For consumers, buying and eating organic is the obvious way to avoid the risks associated with consumption of chemical residues on and in food. Indeed, a 2015 study out of the University of Washington found that “people who report they often or always buy organic produce had significantly lower quantities of organophosphate insecticides in their urine samples. This was true even though they reported eating 70 percent more servings of fruits and vegetables per day than adults who reported they rarely or never purchase organic produce.”

The refrain that organic food is expensive belies the complexity and relative inscrutability of the dominant food system. Beyond Pesticides’ article, “The Real Story on the Affordability of Organic Food,” lays out the hidden costs and risks of conventional, chemical-intensive agriculture, and offers helpful ideas on eating organic on a budget. The Clean 15 can be a help in this regard, but the list doesn’t tell the whole story. Items on it exhibit minimal residues, but those “cleaner” food commodities may be grown with pesticides that can contaminate aquifers and waterways, persist in soil, compromise the health of farmworkers and local communities, and kill wildlife — all while not showing up at detectable levels on our food. Check out the Eating with a Conscience database to see, for example, what chemicals are used on avocados, sweet corn, and onions.

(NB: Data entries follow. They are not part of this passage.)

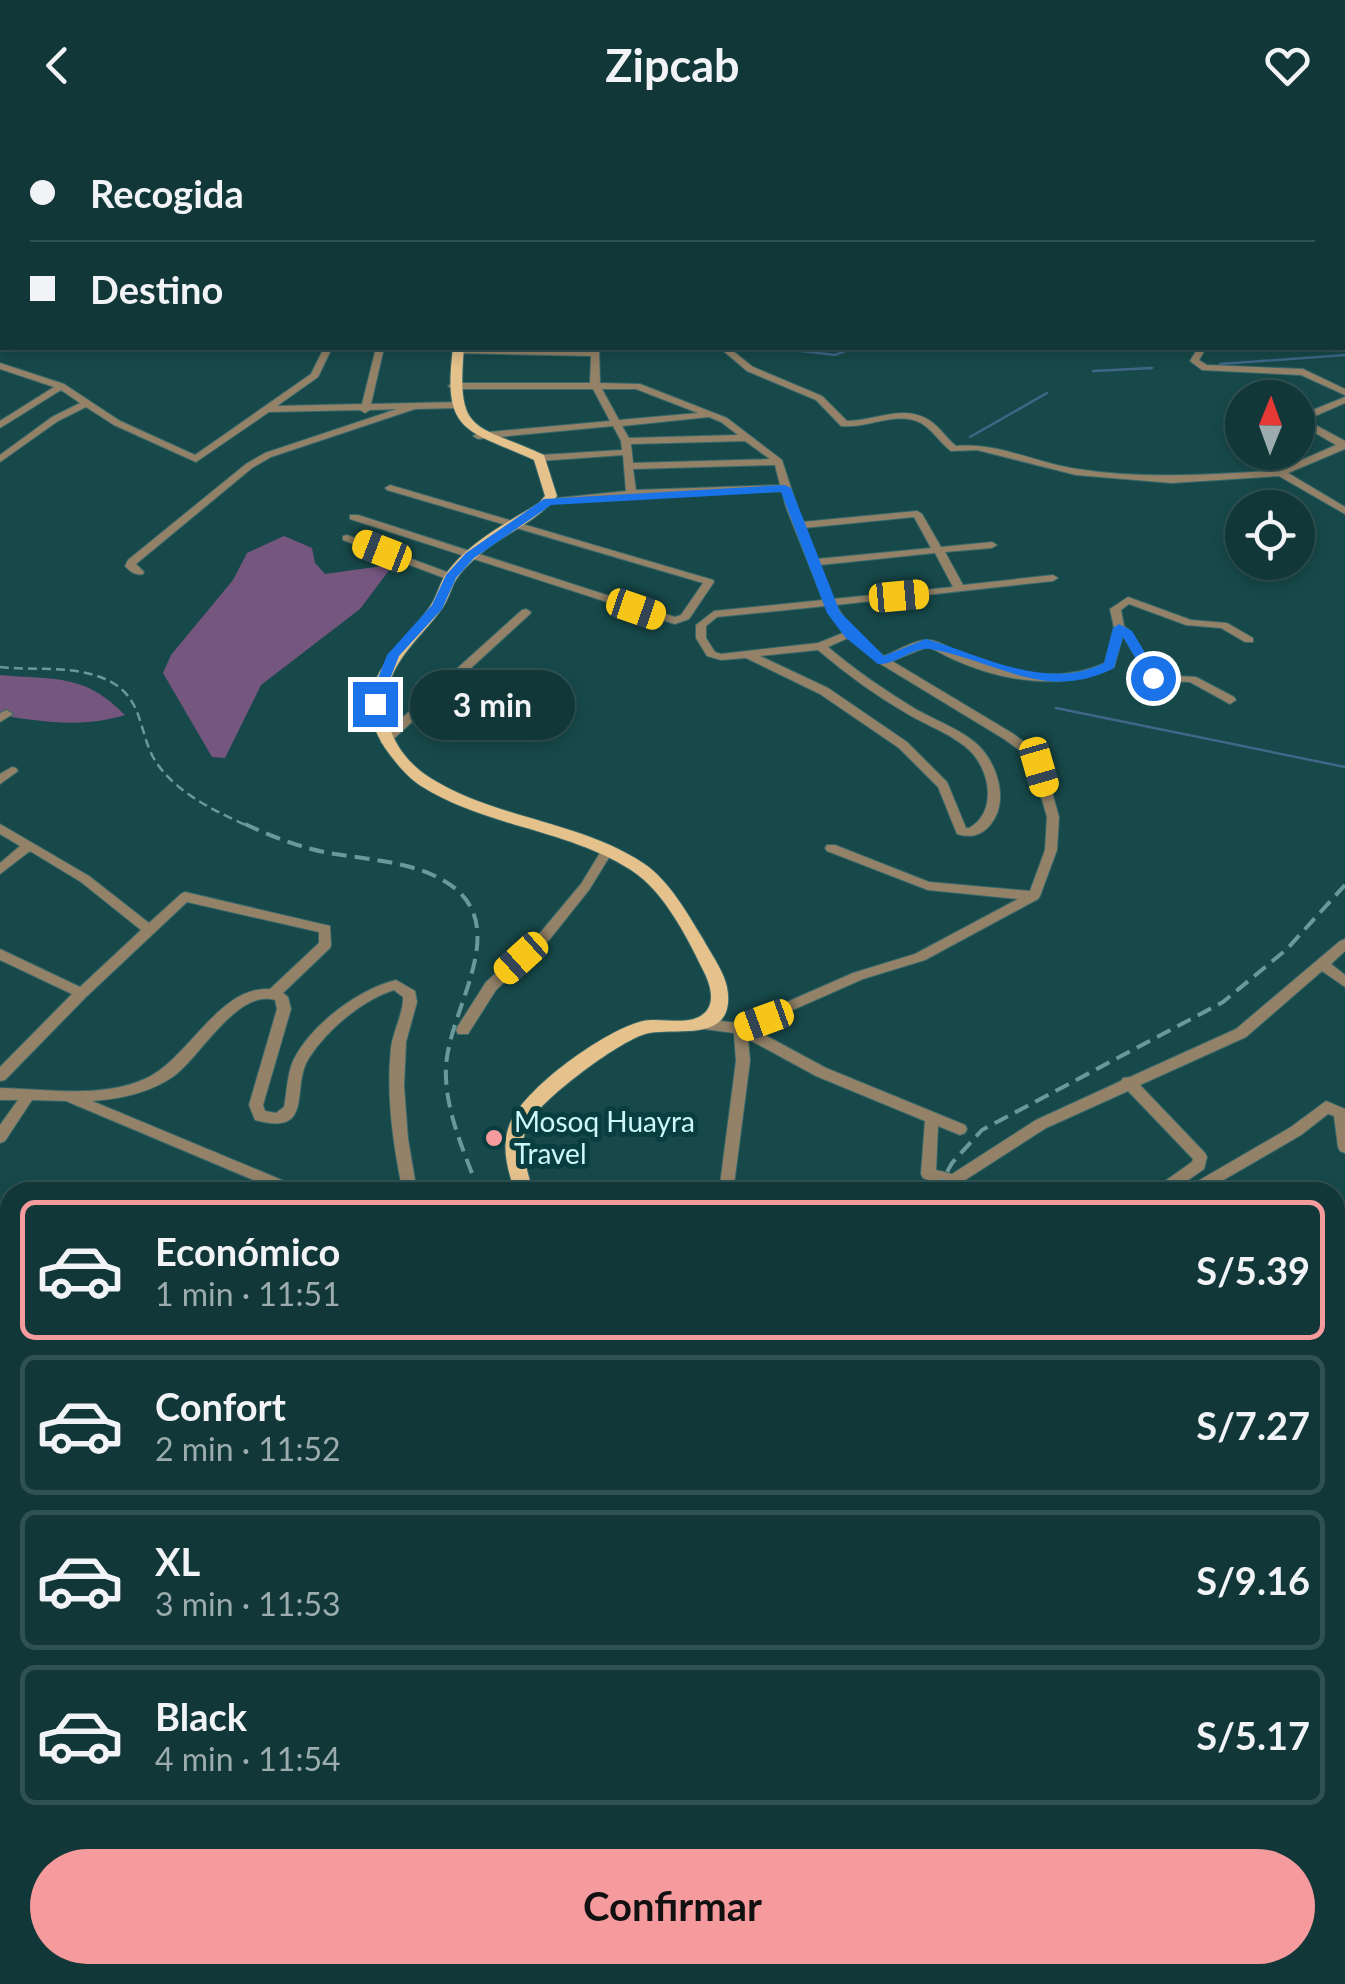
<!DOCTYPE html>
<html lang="es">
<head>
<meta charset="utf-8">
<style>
	:root { --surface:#113738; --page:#1e4243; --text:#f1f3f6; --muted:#9cacae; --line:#305153; --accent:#f59b9e }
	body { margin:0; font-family:Lato,sans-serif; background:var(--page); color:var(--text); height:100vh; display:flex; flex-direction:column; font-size:38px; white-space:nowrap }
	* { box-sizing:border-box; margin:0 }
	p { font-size:32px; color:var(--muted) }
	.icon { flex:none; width:55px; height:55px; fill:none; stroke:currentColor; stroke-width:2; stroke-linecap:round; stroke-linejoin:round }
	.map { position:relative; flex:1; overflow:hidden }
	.sheet { position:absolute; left:0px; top:1052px; width:1345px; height:802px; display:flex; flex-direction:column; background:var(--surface); border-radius:30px 30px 0 0; box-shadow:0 5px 15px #0003,0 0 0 2px var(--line) }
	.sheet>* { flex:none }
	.top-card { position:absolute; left:0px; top:0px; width:1345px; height:220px; box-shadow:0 5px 15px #0003,0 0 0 2px var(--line); display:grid; align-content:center; height:220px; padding:0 30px; background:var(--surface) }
	.needle { width:65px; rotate:1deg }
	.tools { position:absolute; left:1225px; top:250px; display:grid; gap:20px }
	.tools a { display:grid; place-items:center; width:90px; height:90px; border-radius:50%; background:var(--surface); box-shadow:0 5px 15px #0003,0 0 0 2px var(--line); font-size:50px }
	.end { position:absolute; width:45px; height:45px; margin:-22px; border:12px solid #1a73e8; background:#fff; box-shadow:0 0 0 5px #fff }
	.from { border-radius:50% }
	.bubble { position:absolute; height:70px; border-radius:35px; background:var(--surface); box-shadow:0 5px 15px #0003,0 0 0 2px var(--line); font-size:32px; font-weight:700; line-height:70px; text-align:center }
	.car { position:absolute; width:30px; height:60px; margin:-30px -15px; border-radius:12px; box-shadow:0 0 8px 2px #0007; background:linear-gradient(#f5c518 24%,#345 0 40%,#f5c518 0 76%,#345 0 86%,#f5c518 0) }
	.top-card b { display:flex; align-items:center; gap:35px; height:95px; font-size:38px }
	.top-card b+b { border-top:2px solid var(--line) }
	.top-card i { width:25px; height:25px; background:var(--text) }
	ul { padding:18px 0 0; list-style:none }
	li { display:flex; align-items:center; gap:30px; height:140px; margin:0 20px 15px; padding:0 10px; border:5px solid var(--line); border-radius:15px }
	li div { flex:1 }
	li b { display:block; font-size:38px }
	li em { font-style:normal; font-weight:700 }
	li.active { border-color:var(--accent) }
	li>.icon { width:90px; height:90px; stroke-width:1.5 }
	.action { display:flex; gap:20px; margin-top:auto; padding:20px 30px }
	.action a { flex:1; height:115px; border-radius:60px; background:var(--accent); color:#111; font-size:40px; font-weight:700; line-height:115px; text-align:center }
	header { display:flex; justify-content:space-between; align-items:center; height:130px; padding:0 30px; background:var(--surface); font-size:45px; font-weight:700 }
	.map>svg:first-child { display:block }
</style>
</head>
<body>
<header><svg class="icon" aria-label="back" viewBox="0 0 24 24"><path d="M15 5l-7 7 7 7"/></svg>Zipcab<svg class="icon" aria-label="heart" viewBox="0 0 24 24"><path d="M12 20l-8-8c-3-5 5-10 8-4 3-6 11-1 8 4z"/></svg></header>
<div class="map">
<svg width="1345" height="1854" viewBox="0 0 1345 1854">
	<rect width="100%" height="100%" fill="#17494a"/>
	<path fill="#75567f" d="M284,406L312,418L315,433L325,444L382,436L390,439L360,479L261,555L225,628L212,627L163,543L171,525L233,450L247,423Z
		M0,545C55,550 84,543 125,585C82,598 43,592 0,585Z"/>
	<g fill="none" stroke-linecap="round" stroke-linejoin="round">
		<path stroke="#406688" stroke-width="2.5" d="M1250,0L1265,2
			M776,218L835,225L853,218
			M1220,234L1345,225
			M1093,241L1152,238
			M970,307L1047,263
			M1056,578L1345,637"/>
		<g stroke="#38686a" stroke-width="2">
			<path id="minor" d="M39,0H49L52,2H43Z
				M625,0H634L636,2H628Z
				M0,35H2V39H0Z
				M1342,180H1345V186H1342Z
				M324,218H332L318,247L277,276L362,274L376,218H384L371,274L458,272L463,275L458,278L415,279L271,327L252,338L136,434L144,442L143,444C136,446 129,441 125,436L128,430L246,334L265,323L397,279L370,280L365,283L360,280L269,282L196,332L114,295L86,277L58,291L0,332V325L52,287L80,273L61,260L0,298V291L54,257L0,239V233L64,254L120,291L195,325L311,244Z
				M457,218L591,220V218H599L600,253L640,254L727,288L782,330L802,392L917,381L922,384L941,417L992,412L997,415L992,418L945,422L963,455L1053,445L1058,448L1053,451L836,475L853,502L884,526C897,521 915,509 929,510C942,511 953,521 965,526C1008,544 1062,553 1105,533L1114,498L1110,479L1128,467L1191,490L1227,493L1253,508V512H1245L1221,498L1186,495L1129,474L1121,480L1124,496L1132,503L1157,545L1196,547L1234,567L1236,570L1230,574L1190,552L1149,550L1123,505L1114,537C1065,561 1004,552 955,530C945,526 937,520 927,517L892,531L1012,603L1030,616L1045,637L1059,687L1057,720L1040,766L1038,769L925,830L863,849L752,898L826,938L965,995L967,999L965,1003L960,1005L938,996L936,1040L952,1044L1036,990L1121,951L1123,948L1130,947L1236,899L1340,811L1345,809V821L1331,834L1345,845V857L1322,841L1246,907L1140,955L1205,1023L1207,1027L1204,1039L1171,1062H1153L1155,1058L1192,1032L1193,1029L1128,961L1046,998L959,1054C949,1058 933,1052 923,1048L921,1044L925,991L816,946L748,909L750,931L733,1062H719L736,931L734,903L696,898L694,894L696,890L701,889L739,893L853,843L915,824L1018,769L928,760L827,721L825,718L827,715H835L929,752L1030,761L1045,720L1047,687L1033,638L1022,622L1004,609L879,533L848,508L828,517C856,541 886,561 917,580C937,591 962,600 978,615C998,635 1009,671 991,694C981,706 971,708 957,704L938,657L899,618L820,564L746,528L721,530L707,526L696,508V495L714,481L823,470L786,377L782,361L631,366L545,374V370L548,369L626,361L623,325L540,331L535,328L540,325L622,320L621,311L613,296L478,309L473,306L478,303L610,291L593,259H453L448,256L453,253H590L591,226L454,223L453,221ZM602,259H636L698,283L619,290ZM709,287L721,292L738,305L629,308L622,296ZM745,311L770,329L633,333L631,314ZM775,335L780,355L636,360L633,339ZM914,387L931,418L817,429L804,398ZM935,423L953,457L833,469L820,435ZM826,476L843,503L818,513L721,524L715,522L706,508V496L717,487ZM818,520C845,543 875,565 906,583C927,596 956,605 973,624C991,645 996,683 969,698H966L947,652L907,612L828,558L760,526Z
				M720,218H729L753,237L822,266L847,291C876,291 907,272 933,293C942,300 947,309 956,316C997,312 1036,333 1077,339C1141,349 1205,345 1270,341L1242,324L1240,322L1242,320V322H1253L1281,339L1336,315L1298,293V286L1345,267V273L1306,290L1345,311V319L1288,343L1345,377V384L1279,346L1172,353L1076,345L977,320L951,321C940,313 933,300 921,293C897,280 866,299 841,296L816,270L747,241Z
				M1198,218H1206L1199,230L1207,235L1303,239L1345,259V265L1301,245L1202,240L1190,231Z
				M390,355L713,450L714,452L689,489L675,494L350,389V385H358L675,487L681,485L703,453L387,360L385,358Z
				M347,405L455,445L456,447L455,449H447L343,410V406Z
				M526,479L531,482L530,484L389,613H381V607L522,480Z
				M7,580L13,584L0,592V583Z
				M12,637L16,638L18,641L0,654V644Z
				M0,694L89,746L149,793L181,764L185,762L330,796L331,815L330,818L283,863L288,867L291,879L263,975L265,981L276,983L284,977C287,962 287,945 293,931C310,895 359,859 396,850L415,861L417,872L406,912L404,956L408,1009L417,1062H403C393,1015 386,966 391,918C393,902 401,888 403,872V867L394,860C362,870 327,900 309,928C290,957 316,1007 255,990L249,975L277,879L275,870C237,859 201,926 174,946C150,963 120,969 92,971L301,1058L303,1062H282L66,971L32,970L5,1011L0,1013V995L18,970H0V958C47,959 103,969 147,948C190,927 219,856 270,859L319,813V802L187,772L86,867L5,950L0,951V937L72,864L0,830V819L80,857L141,800L81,752L30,721L0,744V733L20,716L0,704Z
				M607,717L613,721L589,760L550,809L496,860L468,904H458L456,900L458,896L486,852L540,803L581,754L603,718Z
				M1326,971L1345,979V1023L1340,1021L1338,1017L1334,986L1328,984L1301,1005L1203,1062H1184L1186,1058L1291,997Z
				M1345,1091V1103L1335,1104V1092Z
				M1335,1106H1345V1118H1335Z
				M1335,1331L1341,1333C1345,1346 1345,1360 1341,1372L1335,1374Z
				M10,1361V1391L6,1401L0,1403V1373L4,1363Z
				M1335,1554L1345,1561V1585L1335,1578Z
				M10,1811V1838L0,1845V1818Z
				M105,1845H126L122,1854H101Z
				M299,1845H319V1854H299Z
				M501,1845H522L518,1854H497Z
				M582,1845H613L617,1847L620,1854H589L585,1852Z
				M671,1845H691L687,1854H667Z
				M757,1845H786L792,1854H763Z
				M1055,1845H1082L1077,1854H1050Z
				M1244,1845H1300L1304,1847L1307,1854H1251L1247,1852Z"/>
		</g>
		<g stroke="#38686a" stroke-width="2">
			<path id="major" d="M498,0H508L510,2H500Z
				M453,218H464C456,306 474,293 544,325L557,366C539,390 508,402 485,420C474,429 461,440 454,453C450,462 447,472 441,480C425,502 403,520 392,546C375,586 397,628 432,649C497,689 579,691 643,733C669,750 687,783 703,809C712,826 727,845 728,864C732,915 672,896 645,904C618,912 538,971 527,996C518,1017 528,1042 533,1062H515C508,1041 501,1018 509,996C522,959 605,900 643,891C661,887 687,896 702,885C716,875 711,857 705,844C688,809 665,762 631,740C567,699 486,697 421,656C407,647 395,632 385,618C344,554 399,523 431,475C438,464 440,451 448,441C471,411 507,393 539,373L545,366L534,330C466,299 442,304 453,218Z"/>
		</g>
		<g stroke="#38686a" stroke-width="2">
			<path id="highway" d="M10,1177V1202L0,1207V1182Z
				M1335,1217L1345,1218V1238L1335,1237Z"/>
		</g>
		<use href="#minor" fill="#938268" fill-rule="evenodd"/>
		<use href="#major" fill="#e5c28c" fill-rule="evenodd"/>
		<use href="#highway" fill="#ffdda9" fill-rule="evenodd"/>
		<path stroke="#6b999a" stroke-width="2.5" stroke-dasharray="9 5" stroke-linecap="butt" d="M0,537C37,541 80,534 113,553C144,571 139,606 156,632C177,664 217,682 250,697"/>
		<path stroke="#6b999a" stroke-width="4" stroke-dasharray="15 8" stroke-linecap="butt" d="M245,694C271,706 296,716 324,722C360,729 401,730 435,746C522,787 449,874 446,937C444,980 465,1023 479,1062
			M936,1062L952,1033L982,1000L1223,872L1287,819L1345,755"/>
	</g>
	<path fill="#1a73e8" d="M785,355L791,358L840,482L884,526L926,509C981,525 1047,562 1104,533L1113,498L1119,494L1132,501L1160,548L1149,551L1123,507L1114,538C1046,573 995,530 930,519C914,516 896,535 878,534L845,507L827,483L781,362L551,375L474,428L456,448L442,479L399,526L379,577L368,574L387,525L432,475L446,445L466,423L544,369Z"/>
	<circle fill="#f59b9e" stroke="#083e40" stroke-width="4" cx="494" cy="1008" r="10"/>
	<g text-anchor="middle" stroke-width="10" stroke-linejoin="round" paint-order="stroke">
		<g font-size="28" fill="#cdf8f9" stroke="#083e40" text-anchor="start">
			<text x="514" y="1002">Mosoq Huayra<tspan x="514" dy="32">Travel</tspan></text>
		</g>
	</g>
</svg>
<div class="tools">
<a><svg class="needle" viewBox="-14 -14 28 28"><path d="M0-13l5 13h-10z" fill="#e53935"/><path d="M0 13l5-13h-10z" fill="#9cacae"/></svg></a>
<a><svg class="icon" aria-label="locate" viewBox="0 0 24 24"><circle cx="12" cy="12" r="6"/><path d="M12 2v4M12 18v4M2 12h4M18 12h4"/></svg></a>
</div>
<i class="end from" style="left:1153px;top:548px"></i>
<i class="end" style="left:375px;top:574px"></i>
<div class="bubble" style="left:410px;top:540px;width:165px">3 min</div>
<i class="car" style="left:382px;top:421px;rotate:291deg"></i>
<i class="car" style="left:899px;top:466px;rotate:85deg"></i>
<i class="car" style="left:636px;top:479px;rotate:109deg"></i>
<i class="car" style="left:1039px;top:637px;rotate:164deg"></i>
<i class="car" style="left:521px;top:828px;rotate:228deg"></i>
<i class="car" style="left:764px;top:890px;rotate:250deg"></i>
<div class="top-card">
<b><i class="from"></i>Recogida</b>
<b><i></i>Destino</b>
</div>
<section class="sheet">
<ul>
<li class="active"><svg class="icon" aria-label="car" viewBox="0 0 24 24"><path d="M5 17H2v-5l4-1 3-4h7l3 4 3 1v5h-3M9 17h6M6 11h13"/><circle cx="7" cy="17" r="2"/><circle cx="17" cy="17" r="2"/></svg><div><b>Económico</b><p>1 min · 11:51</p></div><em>S/5.39</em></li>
<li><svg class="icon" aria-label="car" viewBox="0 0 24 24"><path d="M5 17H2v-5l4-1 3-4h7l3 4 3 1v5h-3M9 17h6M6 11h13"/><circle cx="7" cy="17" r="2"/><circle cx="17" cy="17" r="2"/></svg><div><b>Confort</b><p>2 min · 11:52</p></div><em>S/7.27</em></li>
<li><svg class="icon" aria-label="car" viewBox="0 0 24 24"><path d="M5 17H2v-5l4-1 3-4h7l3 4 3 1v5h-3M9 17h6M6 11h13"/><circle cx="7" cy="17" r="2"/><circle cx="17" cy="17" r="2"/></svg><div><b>XL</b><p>3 min · 11:53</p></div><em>S/9.16</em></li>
<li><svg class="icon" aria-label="car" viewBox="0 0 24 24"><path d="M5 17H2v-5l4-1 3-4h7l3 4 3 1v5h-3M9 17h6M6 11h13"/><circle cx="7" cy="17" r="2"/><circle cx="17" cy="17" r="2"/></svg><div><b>Black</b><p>4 min · 11:54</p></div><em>S/5.17</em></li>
</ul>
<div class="action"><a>Confirmar</a></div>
</section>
</div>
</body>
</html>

Beyond Pesticides advocates strongly for organics. USDA’s organic certification is the only system of food labeling that is subject to independent public review and oversight. Organic certification ensures that food is produced using practices rooted in soil biology, biodiversity, and plant health — eliminating toxic chemicals, commonly used in the production and processing of food, that harm everything but the manufacturers’ bottom lines. Shifting to organics has benefits far beyond human health: the choices people make about what they buy and consume have direct impacts on the health of those who grow and harvest food, and on the health of the environment.

All unattributed positions and opinions in this piece are those of Beyond Pesticides.